The maximum number of arrangements in XXXXXXXXXXYYYYYYYYYY
The formula, A=N!/X! wouldn’t work because the arrangement above has two pairs of identical letters 10 X’s and 10 y’s. So therefore, looking back at my previous patterns, I added a new value to the equation:
A=N!/(X!)(Y!)
A = Total number of arrangements in word
N = Total number of letters in the word
X = Number of identical letters in the word
Y = Another different number of identical letters in the word
So the row XX……XXYY…….Y has a total of 20 letters (the dots represents the letter X or Y depending the area in which it is surrounded by). There are 10 X’s and 10 Y’s so:
A= 20!/(10!)(10!)
N= (20X19X18X17X16X15X14X13X12X11X10X9X8X7X6X5X4X3X2X1) =
2432902008176640000
X= (10X9X8X7X6X5X4X3X2X1) = 3628800
Y = (10X9X8X7X6X5X4X3X2X1) = 3628800
A = 2432902008176640000/(3628800)(3628800)
A = 2432902008176640000/13168189440000
A = 184756
So the total number of arrangements in the row XX……XXYY…….Y is 184756
Prediction
To test the formula A=N!/(X!)(Y!) if its right. I will predict the number of arrangements of the words AAABBB.
N = 6 (total number of words in the word)
X = 3 (number of A’s in the letter)
Y = 3 (number if B’s in the letter)
So A=6!/(3!)(3!)
A = (6X5X4X3X2X1)/(3X2X1)(3X2X1) = 720/(6)(6) = 720/36 = 20
My prediction is 20
Test
I’m correct so the formula A=N!/(X!)(Y!) is legitimate.
Observation
Word with no identical letters
I observed that the total number arrangements of these types of words are found out if you multiply the number of arrangements there will be if a letter was crossed out by the number of letters in the name. For example, the total number of arrangements of the name John is 24 which is equal to the number of arrangements in Joe’s name times by the number of letters in John’s name. The formula I found for solving the maximum number of arrangements of these types of words is: N! (N Factorial)
Words with a pair or more identical letters
I observed that to find the maximum number of arrangements of a word with 2 or more identical letters you have to follow the same sequence as to find the arrangements as if there were no identical letters. Then you have to divide the answer you get by the number of identical letters in the name. For example, Emma has 4 letters with 2 identical. Treat it as a name with no identical letters, such as Lucy and you’ll get 24 arrangements. Divide it by the number of identical letters in Emma’s name and you’ll get 24/2=12. However, if you’re dealing with a bundle of letters such as XXXXXXXXXXYYYYYYYYYY, you have to time the number of letters factorial in each groups of the word. For example, this one has 10 X’s and 10 Y’s so you have to do 10!X10!. The formula I got for these types of names are A=N!/X! and A=N!/(X!)(Y!).

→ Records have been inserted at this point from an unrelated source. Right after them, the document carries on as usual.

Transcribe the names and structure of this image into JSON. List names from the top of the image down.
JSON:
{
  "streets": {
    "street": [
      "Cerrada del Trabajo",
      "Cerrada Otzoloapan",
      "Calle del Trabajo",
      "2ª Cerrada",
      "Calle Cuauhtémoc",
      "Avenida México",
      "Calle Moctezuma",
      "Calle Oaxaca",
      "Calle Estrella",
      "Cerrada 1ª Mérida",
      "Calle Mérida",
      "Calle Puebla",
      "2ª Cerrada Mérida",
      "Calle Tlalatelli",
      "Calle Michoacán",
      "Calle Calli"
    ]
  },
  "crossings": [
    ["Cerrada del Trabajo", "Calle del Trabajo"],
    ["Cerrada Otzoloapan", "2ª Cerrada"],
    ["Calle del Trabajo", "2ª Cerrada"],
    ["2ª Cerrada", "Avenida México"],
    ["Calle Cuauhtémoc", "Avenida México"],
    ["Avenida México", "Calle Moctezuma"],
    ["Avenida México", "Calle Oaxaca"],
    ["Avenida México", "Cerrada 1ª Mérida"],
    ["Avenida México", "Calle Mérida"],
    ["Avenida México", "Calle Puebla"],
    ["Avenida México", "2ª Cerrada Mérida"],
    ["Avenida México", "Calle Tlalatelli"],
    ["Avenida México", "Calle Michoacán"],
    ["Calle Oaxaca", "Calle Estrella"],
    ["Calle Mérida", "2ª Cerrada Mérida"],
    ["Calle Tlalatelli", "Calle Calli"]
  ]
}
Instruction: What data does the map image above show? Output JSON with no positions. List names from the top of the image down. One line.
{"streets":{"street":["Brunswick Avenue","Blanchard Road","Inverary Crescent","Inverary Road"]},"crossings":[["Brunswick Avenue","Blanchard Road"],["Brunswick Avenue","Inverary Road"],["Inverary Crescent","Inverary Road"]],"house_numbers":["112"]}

There are many ambiguous answers I got through my investigation.
Firstly, I tried the formula; A=N!/X! on the name Lucy. Since there wasn’t any identical letters in the name, I substituted X for 0 which gave me the whole answer of 0. This gave me the idea that the A=N!/X! only suitable for words with 2 identical letters.
Secondly, I tried the same formula for the rows; XX……XXYY…….Y, I got the equation of 20!/10!, which gave me the ambiguous answer of 670442572800. This made me realise I was wrong so I created a new formula to help me figure this row out.